Required work: Each line in the data holding "nowrap" should be listed.

(Saved entries)
##########

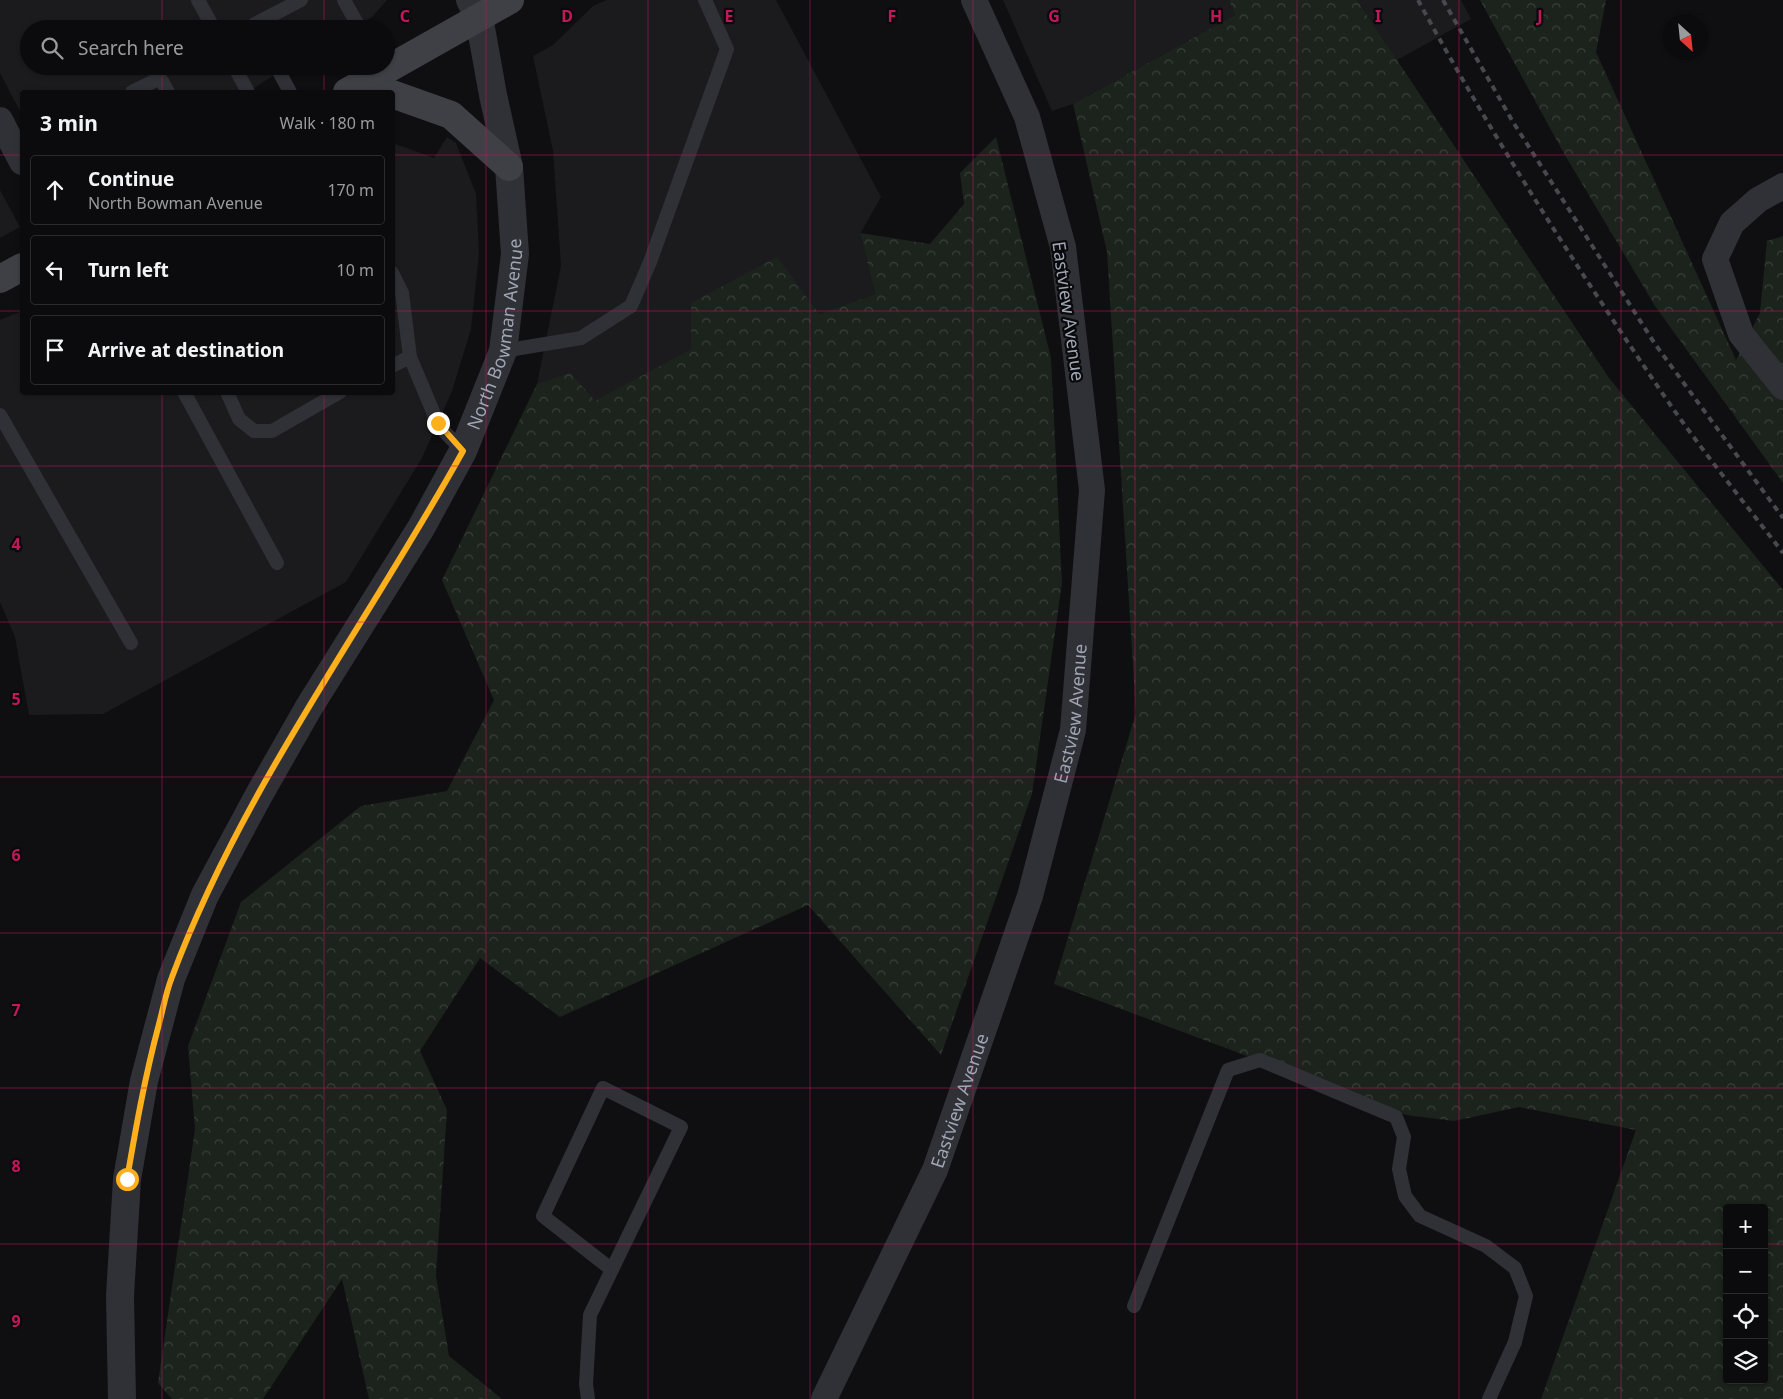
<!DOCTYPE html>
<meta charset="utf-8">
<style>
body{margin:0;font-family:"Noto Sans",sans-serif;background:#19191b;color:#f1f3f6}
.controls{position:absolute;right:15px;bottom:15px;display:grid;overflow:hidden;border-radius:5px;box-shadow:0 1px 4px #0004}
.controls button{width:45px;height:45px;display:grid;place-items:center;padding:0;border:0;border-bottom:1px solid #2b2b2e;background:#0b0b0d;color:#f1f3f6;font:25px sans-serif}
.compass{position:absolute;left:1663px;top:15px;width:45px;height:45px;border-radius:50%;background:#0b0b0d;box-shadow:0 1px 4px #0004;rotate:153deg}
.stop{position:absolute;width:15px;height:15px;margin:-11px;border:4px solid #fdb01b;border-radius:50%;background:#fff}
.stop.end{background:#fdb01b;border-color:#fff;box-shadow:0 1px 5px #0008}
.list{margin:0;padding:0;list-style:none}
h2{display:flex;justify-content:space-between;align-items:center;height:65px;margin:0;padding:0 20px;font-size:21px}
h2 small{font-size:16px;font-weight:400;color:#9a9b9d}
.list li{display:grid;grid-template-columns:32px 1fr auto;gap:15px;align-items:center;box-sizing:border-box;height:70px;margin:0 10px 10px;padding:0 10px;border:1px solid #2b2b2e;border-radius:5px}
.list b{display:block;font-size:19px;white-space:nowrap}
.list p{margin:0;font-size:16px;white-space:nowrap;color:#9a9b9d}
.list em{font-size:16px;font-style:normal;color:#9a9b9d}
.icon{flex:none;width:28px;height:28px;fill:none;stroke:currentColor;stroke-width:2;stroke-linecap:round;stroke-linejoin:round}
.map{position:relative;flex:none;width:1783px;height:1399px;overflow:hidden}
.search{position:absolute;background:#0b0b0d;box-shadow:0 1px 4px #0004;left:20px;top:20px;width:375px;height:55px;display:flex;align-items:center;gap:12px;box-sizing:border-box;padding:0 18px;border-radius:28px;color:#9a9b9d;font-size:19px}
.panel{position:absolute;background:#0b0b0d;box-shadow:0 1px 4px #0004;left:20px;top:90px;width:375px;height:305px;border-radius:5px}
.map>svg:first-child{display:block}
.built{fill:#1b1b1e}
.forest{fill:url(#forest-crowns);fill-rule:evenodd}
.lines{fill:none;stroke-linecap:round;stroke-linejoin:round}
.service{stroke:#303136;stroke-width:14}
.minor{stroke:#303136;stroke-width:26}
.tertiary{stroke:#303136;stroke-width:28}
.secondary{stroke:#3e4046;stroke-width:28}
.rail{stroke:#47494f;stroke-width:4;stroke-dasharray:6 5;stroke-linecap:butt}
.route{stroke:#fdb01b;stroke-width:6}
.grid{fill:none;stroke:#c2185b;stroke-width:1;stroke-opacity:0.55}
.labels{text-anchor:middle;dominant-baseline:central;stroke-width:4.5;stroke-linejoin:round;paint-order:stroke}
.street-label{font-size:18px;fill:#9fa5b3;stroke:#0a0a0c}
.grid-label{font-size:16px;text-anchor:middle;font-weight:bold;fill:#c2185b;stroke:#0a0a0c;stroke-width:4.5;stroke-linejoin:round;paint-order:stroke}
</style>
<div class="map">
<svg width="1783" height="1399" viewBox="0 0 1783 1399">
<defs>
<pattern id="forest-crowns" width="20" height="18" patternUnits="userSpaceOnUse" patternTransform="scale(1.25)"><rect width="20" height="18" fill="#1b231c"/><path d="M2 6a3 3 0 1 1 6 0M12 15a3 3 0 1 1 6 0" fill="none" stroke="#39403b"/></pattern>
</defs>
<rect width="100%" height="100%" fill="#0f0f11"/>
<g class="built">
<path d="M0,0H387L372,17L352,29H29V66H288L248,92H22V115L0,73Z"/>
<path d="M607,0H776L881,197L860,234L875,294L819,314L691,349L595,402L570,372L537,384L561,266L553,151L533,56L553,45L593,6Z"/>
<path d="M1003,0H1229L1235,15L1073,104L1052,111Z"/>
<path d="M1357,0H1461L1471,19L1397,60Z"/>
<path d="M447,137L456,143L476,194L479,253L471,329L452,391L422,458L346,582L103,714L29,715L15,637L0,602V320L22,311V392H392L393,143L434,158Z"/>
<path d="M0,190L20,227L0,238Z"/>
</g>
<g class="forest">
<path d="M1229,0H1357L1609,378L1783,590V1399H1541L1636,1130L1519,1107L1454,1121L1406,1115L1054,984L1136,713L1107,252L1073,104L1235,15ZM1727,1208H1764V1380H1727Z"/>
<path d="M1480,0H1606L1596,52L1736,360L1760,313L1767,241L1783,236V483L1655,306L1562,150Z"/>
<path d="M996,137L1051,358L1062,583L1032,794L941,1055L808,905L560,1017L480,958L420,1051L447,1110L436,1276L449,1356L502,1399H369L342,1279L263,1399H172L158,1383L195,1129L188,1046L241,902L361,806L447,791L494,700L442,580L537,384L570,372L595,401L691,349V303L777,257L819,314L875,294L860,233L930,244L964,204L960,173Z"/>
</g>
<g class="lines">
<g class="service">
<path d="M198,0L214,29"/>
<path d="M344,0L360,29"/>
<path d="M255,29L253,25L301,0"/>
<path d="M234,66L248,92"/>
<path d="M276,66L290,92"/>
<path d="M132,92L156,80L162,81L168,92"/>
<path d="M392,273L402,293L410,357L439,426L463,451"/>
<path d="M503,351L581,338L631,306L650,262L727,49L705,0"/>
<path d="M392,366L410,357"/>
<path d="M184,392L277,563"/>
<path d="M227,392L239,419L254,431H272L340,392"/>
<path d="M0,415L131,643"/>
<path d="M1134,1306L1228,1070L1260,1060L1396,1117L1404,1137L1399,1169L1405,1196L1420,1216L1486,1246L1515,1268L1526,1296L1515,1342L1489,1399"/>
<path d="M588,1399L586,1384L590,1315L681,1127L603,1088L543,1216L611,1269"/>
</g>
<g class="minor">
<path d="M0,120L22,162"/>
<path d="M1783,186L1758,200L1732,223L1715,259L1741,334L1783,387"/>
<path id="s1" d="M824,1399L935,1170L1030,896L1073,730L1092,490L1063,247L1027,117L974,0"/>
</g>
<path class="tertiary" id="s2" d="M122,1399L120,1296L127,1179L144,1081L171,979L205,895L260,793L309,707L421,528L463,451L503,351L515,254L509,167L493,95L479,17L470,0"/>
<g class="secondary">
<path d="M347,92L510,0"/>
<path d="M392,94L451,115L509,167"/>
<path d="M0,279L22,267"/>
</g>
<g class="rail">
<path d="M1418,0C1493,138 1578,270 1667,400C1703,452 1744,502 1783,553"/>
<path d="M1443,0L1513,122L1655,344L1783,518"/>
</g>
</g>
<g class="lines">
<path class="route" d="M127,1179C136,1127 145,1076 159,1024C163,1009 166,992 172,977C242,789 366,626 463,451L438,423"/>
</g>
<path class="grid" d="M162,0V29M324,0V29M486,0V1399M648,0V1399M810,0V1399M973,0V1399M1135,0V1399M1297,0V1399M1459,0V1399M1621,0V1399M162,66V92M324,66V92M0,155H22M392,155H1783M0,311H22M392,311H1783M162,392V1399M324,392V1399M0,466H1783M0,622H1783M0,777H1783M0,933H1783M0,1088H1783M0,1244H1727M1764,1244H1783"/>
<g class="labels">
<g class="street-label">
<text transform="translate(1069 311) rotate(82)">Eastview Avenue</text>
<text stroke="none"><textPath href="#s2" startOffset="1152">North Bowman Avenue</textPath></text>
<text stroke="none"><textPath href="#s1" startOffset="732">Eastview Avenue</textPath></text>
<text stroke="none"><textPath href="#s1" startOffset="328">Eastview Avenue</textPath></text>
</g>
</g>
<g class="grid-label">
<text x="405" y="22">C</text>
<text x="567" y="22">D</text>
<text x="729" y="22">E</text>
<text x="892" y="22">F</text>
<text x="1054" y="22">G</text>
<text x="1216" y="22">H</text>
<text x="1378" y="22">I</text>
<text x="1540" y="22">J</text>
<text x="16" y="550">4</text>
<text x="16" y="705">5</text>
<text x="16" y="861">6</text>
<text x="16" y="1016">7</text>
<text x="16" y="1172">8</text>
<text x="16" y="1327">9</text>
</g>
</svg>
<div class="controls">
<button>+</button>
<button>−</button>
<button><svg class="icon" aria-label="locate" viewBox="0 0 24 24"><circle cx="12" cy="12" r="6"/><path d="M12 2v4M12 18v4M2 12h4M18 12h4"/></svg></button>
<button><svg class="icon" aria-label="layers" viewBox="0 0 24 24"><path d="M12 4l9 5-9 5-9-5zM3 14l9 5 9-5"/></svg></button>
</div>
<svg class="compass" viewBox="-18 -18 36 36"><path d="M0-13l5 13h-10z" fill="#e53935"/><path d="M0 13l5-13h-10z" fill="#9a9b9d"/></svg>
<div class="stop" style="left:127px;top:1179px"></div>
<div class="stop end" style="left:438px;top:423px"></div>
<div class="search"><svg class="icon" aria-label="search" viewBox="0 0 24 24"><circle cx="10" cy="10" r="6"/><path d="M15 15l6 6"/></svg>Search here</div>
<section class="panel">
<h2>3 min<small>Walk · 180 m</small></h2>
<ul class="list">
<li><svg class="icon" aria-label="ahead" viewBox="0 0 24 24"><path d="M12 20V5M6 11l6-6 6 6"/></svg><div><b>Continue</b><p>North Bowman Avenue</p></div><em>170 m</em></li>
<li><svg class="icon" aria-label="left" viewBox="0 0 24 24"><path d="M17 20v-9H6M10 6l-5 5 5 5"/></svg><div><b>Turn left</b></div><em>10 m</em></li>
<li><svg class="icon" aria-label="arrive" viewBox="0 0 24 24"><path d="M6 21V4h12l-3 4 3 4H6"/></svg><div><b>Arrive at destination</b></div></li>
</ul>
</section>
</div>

##########

Solution for this exercise:
.list b{display:block;font-size:19px;white-space:nowrap}
.list p{margin:0;font-size:16px;white-space:nowrap;color:#9a9b9d}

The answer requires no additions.